### [Exercise objective]
Give again, unaltered, the lines of the listing below that run from the line having "translate:-50% -50%; white-space:nowrap;" through the line having "display:flex; align-items:center; gap:10px;".

### [Exercise data]
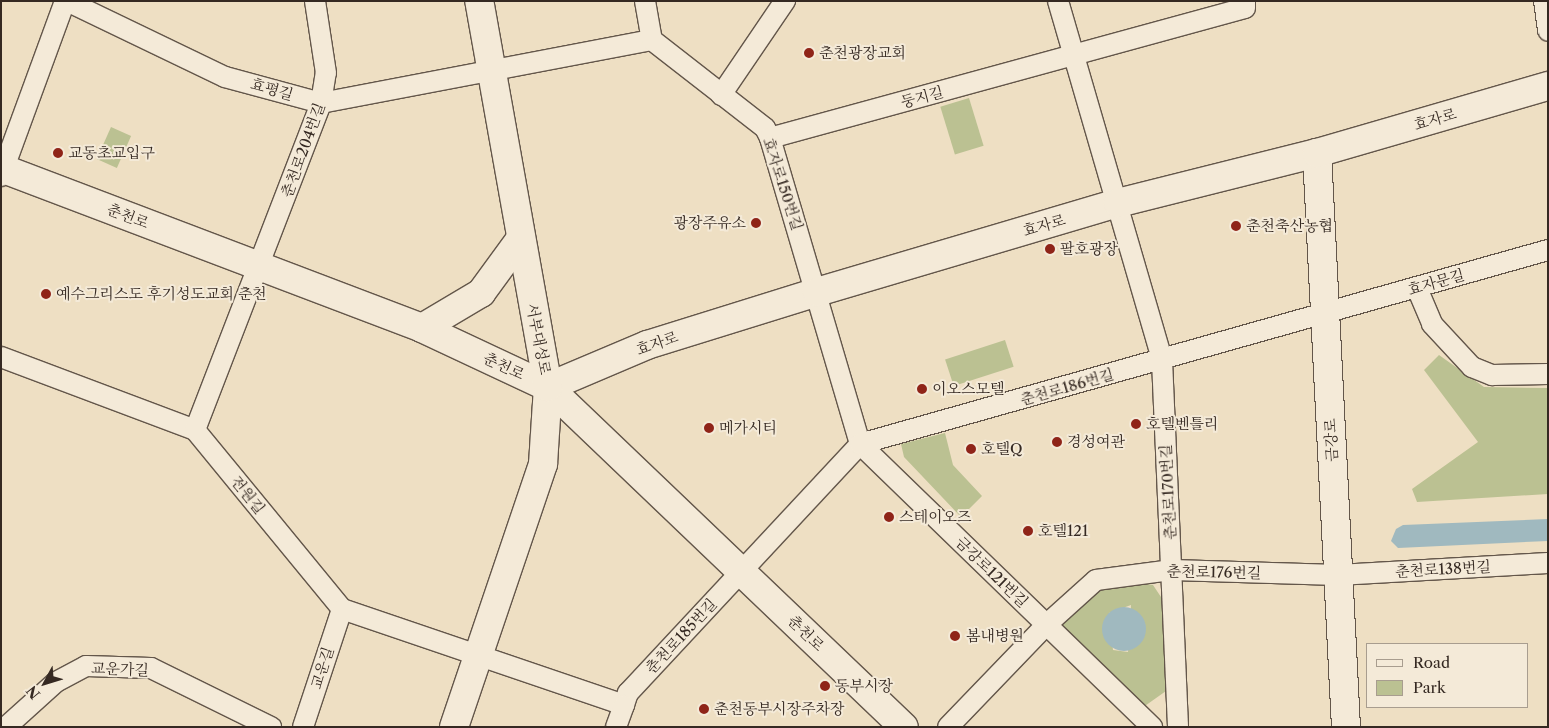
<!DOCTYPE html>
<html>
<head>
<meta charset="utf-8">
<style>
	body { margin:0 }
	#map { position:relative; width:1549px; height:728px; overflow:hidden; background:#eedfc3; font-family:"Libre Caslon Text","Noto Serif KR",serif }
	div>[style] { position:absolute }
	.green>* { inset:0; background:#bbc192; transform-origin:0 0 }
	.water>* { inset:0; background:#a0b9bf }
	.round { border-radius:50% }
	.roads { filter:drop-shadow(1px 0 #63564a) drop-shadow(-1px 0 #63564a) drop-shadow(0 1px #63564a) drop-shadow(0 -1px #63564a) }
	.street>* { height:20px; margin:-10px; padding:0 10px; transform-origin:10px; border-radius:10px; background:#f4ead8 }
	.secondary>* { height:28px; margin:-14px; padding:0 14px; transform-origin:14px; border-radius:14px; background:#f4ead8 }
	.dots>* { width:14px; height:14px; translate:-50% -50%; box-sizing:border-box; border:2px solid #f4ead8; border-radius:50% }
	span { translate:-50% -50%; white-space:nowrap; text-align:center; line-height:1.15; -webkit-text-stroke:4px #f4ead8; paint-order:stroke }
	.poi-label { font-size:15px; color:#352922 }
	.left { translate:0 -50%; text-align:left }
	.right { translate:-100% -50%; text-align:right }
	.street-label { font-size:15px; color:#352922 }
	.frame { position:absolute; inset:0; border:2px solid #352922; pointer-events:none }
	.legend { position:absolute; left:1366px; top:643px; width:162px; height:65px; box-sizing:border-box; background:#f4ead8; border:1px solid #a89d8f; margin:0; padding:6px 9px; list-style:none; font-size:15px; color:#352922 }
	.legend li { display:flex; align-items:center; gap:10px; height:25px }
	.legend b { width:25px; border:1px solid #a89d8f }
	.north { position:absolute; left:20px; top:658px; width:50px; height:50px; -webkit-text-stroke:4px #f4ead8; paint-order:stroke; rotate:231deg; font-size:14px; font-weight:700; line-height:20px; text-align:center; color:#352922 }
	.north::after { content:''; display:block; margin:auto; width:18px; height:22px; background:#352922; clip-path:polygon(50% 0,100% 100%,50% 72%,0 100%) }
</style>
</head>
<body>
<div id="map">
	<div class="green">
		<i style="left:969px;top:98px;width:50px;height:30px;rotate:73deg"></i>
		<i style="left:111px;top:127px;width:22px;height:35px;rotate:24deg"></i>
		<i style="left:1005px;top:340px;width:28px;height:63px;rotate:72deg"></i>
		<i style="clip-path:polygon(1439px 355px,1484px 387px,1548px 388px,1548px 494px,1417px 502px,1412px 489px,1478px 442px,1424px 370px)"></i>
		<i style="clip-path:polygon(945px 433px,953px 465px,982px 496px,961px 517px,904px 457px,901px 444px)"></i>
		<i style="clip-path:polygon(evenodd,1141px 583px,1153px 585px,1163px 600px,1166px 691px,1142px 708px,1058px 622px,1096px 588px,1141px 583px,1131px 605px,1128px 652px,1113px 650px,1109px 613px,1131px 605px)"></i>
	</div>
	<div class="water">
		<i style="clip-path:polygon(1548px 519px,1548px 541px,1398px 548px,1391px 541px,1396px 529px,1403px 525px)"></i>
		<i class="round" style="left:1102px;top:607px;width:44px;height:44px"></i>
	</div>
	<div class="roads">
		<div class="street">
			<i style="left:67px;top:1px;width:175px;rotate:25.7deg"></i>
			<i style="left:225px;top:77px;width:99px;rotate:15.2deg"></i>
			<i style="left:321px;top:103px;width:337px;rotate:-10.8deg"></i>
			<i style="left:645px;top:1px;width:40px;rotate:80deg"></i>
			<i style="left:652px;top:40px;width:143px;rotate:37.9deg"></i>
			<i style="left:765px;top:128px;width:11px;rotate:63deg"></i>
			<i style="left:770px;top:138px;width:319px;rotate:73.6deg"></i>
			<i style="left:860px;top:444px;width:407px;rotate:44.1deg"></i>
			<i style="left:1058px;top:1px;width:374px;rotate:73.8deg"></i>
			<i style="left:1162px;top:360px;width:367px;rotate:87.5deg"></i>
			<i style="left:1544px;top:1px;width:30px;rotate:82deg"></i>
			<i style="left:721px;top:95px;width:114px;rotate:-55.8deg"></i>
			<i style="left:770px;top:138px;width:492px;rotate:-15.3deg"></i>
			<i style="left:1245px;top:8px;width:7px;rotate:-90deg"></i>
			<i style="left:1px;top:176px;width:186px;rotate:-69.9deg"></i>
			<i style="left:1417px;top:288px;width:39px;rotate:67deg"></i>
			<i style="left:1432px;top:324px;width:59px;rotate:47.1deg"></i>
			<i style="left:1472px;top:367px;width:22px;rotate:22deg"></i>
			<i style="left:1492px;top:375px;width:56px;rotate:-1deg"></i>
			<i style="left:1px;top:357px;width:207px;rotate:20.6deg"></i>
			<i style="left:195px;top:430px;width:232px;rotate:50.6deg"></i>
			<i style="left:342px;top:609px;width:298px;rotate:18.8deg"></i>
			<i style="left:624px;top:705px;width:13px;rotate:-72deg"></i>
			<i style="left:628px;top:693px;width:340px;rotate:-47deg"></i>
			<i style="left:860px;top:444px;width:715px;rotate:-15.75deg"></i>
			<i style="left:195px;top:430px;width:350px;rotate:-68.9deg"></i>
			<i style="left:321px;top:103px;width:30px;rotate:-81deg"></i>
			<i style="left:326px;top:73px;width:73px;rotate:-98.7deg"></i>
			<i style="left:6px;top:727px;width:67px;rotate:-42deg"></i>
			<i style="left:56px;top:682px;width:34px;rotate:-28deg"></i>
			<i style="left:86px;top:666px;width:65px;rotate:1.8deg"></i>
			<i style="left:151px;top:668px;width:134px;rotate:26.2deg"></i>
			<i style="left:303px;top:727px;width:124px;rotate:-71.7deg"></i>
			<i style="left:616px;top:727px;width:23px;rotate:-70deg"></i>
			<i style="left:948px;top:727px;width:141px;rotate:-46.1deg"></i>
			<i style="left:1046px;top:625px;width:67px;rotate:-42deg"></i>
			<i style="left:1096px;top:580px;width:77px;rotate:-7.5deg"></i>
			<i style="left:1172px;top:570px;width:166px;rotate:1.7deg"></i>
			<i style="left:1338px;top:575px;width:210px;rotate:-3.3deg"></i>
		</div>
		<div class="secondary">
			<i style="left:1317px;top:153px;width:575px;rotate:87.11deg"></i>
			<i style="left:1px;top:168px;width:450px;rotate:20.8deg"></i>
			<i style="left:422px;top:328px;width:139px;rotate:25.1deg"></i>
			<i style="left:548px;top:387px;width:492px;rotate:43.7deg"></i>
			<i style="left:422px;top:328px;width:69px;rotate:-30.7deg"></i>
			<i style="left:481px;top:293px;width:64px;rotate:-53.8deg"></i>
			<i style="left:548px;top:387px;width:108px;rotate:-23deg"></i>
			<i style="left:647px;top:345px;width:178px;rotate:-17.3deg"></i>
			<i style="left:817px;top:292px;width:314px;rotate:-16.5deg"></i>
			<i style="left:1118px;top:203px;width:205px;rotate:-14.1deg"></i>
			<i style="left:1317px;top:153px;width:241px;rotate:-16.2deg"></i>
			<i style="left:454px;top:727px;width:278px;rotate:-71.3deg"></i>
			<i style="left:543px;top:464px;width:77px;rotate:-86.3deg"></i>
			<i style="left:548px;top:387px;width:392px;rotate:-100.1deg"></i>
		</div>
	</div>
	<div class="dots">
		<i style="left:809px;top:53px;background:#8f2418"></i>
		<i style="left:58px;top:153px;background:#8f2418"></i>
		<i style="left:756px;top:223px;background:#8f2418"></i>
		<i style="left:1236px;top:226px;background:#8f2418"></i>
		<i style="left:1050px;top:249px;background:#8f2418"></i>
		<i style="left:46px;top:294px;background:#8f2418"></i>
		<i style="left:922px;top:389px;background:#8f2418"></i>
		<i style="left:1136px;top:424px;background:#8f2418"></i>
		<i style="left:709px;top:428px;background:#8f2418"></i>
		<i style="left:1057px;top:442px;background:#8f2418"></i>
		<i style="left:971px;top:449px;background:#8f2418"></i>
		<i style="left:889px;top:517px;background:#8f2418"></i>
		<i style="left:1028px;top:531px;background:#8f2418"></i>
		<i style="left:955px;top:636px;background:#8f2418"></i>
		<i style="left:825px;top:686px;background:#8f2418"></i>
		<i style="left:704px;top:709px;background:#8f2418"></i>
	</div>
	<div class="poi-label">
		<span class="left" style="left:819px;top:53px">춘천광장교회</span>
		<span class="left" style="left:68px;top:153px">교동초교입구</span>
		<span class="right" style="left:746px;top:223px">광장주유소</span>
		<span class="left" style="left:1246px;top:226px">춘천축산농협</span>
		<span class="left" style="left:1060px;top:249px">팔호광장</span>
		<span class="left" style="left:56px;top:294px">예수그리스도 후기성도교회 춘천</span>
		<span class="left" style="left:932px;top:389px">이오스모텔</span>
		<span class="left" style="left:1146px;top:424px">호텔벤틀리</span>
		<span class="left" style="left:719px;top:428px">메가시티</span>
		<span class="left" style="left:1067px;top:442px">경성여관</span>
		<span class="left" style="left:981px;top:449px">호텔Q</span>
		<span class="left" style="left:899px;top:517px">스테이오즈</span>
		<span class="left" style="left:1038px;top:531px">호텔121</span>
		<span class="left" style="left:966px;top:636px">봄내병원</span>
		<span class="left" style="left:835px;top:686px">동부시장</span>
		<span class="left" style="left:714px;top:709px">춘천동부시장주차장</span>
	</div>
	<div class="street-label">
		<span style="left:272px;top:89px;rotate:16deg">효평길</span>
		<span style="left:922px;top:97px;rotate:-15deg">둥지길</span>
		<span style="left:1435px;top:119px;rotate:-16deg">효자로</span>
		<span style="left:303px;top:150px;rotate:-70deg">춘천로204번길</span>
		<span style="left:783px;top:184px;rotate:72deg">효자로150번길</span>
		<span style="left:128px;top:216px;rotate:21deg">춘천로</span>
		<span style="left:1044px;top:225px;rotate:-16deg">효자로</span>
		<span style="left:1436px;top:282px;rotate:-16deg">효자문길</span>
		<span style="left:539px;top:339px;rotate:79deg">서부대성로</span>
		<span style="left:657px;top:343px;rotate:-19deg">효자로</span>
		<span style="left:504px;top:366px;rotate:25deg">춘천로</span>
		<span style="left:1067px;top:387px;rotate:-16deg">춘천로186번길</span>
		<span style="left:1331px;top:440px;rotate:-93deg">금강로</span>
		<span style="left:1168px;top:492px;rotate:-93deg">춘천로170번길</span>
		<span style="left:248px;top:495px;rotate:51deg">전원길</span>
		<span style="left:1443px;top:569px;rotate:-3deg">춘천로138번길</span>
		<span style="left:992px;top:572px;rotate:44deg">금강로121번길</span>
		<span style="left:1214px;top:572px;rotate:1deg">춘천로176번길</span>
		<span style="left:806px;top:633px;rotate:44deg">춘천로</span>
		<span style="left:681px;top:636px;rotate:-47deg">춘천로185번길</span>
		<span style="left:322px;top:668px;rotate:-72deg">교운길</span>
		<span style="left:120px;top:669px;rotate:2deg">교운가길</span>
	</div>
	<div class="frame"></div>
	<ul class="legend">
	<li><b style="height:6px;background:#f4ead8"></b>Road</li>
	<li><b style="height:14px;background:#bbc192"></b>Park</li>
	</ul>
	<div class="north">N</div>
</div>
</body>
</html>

### [Exercise result]
	span { translate:-50% -50%; white-space:nowrap; text-align:center; line-height:1.15; -webkit-text-stroke:4px #f4ead8; paint-order:stroke }
	.poi-label { font-size:15px; color:#352922 }
	.left { translate:0 -50%; text-align:left }
	.right { translate:-100% -50%; text-align:right }
	.street-label { font-size:15px; color:#352922 }
	.frame { position:absolute; inset:0; border:2px solid #352922; pointer-events:none }
	.legend { position:absolute; left:1366px; top:643px; width:162px; height:65px; box-sizing:border-box; background:#f4ead8; border:1px solid #a89d8f; margin:0; padding:6px 9px; list-style:none; font-size:15px; color:#352922 }
	.legend li { display:flex; align-items:center; gap:10px; height:25px }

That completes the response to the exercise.